Jean Louis Bianco, a senior socialist MP told NDTV that François Hollande will support India's permanent membership at the UNSC. Mr Bianco says Mr Hollande also believes the IMF should not be led by a European or an American necessarily. Christophe Jaffrelot, analyst at the CNRS research centre, says the magnitude of the Indo-French relationship is likely to change if the deals of the 126 Rafales and the Areva reactors come through. Mr Jaffrelot believes the French need to recognise that it cannot be business as usual if these deals come through and that the Indo-French relationship will have to move to a higher gear, something the French are yet to realise.

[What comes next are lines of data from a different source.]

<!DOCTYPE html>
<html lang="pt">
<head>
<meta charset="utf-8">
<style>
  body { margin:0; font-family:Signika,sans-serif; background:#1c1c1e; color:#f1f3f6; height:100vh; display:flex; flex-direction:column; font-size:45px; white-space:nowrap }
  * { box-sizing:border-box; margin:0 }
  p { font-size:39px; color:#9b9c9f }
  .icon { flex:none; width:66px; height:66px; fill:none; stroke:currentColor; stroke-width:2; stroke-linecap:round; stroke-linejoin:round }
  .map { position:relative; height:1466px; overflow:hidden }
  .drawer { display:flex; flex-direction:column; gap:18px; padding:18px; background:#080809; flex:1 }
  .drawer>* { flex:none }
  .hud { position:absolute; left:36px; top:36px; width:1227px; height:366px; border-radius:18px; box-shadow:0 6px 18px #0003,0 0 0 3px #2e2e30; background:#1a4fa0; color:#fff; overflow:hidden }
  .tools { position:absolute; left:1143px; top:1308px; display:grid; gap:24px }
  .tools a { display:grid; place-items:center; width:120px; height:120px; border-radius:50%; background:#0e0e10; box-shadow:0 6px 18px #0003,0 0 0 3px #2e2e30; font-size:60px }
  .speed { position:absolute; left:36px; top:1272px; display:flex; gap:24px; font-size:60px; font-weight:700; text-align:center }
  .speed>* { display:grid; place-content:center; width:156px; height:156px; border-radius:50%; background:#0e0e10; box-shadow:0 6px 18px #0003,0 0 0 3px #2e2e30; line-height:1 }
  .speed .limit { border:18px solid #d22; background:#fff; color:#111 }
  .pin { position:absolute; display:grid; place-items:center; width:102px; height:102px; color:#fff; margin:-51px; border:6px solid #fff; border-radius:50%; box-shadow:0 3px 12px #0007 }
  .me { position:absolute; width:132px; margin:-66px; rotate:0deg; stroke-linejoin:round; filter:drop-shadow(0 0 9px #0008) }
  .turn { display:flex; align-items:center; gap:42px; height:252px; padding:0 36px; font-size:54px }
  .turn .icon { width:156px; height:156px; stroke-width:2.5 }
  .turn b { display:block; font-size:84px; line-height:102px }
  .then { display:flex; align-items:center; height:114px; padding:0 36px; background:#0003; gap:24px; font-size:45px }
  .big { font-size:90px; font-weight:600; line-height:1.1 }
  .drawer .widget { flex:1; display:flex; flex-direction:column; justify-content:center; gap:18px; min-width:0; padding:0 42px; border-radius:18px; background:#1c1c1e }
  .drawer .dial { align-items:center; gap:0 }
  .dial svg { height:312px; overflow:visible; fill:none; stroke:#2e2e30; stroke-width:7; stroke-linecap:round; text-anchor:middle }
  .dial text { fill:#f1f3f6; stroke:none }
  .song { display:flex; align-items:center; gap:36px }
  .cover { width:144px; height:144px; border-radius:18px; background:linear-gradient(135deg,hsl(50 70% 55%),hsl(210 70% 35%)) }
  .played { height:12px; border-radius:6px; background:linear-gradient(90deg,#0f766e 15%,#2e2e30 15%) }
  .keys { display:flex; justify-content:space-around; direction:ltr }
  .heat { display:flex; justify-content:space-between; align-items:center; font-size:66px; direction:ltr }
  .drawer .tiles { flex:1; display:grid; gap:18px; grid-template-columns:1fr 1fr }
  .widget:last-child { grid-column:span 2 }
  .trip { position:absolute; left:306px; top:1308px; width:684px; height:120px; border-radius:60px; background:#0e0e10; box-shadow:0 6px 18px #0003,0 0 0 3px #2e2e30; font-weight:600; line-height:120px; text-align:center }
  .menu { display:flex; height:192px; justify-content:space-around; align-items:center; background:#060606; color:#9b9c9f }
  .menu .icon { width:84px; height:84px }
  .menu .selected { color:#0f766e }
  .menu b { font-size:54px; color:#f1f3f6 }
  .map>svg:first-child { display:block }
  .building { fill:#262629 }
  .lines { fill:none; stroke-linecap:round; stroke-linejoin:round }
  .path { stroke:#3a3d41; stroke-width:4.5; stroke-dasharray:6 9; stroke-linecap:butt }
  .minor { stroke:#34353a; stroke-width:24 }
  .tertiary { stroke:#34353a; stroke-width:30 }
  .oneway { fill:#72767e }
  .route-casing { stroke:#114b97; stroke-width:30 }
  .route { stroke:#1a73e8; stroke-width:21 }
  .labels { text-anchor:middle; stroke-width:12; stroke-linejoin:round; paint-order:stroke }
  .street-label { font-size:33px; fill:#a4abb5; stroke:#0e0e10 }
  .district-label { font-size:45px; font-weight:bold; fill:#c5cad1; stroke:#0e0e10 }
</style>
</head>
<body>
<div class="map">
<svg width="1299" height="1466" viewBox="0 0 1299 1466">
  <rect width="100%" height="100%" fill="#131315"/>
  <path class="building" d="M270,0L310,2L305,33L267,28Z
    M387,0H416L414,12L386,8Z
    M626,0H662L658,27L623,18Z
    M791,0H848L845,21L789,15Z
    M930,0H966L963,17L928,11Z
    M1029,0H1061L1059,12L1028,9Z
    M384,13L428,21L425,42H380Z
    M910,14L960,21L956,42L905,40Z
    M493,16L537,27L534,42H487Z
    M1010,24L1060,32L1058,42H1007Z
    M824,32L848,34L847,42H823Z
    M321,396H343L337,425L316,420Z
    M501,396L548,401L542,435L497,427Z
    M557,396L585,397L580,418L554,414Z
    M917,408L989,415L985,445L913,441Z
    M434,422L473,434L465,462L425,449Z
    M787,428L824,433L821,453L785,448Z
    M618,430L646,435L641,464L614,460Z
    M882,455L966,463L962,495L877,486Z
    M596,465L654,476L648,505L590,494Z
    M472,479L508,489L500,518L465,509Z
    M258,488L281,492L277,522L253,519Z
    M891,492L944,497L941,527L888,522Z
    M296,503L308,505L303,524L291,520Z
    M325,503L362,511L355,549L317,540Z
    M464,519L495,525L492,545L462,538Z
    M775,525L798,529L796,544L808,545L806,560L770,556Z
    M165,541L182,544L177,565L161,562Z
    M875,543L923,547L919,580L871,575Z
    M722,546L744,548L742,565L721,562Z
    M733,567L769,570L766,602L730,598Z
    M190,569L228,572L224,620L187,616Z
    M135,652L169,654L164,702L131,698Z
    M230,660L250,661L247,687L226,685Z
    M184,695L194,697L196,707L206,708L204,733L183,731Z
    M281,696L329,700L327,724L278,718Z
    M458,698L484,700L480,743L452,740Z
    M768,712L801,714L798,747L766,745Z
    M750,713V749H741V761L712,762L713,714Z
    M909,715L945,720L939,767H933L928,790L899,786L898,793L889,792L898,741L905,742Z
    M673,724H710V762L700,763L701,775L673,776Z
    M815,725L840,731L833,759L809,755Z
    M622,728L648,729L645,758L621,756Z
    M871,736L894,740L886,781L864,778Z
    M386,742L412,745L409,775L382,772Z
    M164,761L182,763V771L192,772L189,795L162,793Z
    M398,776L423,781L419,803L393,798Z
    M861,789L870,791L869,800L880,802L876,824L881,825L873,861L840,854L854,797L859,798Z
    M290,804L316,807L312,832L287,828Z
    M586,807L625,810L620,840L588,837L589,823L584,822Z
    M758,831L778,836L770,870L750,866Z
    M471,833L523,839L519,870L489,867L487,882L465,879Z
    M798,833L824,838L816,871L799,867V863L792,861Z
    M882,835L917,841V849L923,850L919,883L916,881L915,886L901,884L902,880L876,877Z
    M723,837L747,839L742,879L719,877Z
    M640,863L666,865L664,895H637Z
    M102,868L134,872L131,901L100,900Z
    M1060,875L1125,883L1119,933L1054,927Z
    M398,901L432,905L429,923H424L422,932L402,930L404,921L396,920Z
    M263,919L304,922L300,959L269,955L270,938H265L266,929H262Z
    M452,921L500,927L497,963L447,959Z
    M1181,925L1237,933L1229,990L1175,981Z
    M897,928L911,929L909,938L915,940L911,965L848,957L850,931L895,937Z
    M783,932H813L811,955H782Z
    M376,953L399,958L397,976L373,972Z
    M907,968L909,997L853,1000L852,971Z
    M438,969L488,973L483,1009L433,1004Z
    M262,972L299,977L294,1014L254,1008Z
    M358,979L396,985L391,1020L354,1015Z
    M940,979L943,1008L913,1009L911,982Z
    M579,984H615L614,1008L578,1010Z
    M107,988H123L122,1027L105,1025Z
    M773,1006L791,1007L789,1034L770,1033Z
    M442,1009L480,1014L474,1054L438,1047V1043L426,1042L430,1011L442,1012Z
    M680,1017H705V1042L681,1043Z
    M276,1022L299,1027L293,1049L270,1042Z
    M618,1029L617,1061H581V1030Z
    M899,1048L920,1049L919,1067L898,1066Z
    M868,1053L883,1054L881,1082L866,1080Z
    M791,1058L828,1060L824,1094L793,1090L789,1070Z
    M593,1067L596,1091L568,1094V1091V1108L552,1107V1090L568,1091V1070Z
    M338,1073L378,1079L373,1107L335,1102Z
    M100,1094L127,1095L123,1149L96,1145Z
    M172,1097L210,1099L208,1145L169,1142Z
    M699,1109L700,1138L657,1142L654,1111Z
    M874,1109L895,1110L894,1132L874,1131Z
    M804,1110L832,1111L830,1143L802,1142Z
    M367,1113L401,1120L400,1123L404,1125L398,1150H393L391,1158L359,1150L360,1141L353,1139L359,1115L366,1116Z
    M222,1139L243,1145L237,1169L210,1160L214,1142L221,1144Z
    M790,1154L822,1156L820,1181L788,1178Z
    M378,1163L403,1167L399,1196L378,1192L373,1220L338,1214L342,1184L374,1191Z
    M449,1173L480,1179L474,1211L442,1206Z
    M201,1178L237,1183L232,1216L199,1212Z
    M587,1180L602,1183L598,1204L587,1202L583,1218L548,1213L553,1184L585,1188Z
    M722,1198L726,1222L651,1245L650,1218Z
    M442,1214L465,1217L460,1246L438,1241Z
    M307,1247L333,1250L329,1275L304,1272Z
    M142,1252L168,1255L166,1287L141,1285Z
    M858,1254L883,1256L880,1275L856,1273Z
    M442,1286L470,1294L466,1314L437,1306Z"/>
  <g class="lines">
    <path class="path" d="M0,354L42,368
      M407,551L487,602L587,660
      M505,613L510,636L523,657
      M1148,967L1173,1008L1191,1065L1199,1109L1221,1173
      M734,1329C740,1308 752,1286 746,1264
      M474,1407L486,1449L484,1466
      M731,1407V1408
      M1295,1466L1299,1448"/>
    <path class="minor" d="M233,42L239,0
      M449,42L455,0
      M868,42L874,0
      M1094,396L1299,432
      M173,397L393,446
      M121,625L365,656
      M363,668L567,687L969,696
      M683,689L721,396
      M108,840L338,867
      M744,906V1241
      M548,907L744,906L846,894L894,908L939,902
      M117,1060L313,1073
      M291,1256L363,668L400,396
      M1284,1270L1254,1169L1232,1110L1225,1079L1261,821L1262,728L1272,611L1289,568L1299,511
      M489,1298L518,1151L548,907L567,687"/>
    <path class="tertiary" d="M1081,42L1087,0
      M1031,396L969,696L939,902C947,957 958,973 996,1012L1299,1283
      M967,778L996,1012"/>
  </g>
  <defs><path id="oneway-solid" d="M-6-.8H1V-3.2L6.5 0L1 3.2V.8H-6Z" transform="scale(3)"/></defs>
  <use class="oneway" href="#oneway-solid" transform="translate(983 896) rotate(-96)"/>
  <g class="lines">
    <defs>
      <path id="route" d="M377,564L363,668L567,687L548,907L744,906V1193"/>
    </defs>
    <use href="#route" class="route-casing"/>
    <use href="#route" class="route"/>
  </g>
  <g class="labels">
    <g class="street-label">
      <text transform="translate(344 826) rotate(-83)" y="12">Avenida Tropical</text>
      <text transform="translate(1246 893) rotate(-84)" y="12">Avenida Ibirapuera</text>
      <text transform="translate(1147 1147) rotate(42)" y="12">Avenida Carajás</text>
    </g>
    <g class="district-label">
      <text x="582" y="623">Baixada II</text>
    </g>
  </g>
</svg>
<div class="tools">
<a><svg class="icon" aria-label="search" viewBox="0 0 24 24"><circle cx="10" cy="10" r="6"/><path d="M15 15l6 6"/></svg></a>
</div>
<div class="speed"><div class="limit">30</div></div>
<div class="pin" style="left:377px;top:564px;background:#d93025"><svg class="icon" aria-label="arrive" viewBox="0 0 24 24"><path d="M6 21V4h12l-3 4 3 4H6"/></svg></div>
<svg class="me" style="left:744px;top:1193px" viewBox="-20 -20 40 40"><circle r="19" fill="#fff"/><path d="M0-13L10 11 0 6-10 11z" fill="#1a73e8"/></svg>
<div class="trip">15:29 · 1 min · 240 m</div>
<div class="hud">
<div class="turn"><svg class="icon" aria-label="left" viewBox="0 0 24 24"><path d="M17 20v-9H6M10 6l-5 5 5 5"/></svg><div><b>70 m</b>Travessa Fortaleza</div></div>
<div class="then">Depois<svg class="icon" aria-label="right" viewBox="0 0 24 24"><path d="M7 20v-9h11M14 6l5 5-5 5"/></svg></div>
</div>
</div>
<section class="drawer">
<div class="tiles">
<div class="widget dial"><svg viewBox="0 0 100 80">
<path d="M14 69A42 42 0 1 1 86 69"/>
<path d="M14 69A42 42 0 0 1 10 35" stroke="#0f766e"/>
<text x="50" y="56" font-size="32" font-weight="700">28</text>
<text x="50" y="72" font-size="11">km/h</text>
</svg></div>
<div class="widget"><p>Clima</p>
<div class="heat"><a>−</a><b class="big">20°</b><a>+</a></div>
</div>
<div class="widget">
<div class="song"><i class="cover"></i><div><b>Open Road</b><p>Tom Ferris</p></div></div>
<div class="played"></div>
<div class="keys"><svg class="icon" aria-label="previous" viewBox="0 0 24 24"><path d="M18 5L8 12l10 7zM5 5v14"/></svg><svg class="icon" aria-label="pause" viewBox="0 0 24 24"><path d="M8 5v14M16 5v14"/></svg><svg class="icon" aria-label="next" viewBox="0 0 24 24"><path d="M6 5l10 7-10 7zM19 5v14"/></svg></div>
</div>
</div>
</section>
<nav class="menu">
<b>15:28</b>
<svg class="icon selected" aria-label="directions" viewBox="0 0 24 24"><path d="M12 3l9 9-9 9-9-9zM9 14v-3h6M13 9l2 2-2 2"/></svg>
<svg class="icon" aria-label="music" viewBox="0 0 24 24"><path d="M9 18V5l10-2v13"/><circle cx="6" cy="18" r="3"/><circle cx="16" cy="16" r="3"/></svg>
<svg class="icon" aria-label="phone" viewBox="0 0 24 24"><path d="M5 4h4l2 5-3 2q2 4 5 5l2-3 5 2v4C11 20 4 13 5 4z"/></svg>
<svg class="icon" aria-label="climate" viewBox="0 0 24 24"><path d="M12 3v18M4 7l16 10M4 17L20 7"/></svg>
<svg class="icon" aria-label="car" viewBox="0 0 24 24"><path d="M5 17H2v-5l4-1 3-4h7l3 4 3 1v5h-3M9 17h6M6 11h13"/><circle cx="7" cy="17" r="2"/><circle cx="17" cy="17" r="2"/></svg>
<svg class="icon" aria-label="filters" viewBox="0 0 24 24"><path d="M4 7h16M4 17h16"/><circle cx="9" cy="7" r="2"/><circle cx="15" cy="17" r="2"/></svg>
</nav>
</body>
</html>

The new French President had for long been underestimated by both his own party and his rivals. During the campaign that led to his win, he came across as cool yet combative. He was the first one to come up with a comprehensive 60 point agenda. He did not add anything to it during the course of the campaign, sticking to what he started out with despite the attacks and the criticism.

Many of Mr Hollande's supporters have been saying that he will make them proud of the way people will see France. They said even if Mr Hollande will not be able to deliver miracles, he will be a "dignified" president. Once the euphoria dies out, however, François Hollande will have a tough task ahead of him. France's economy is not in good shape and its new president will have to come with solutions quite fast.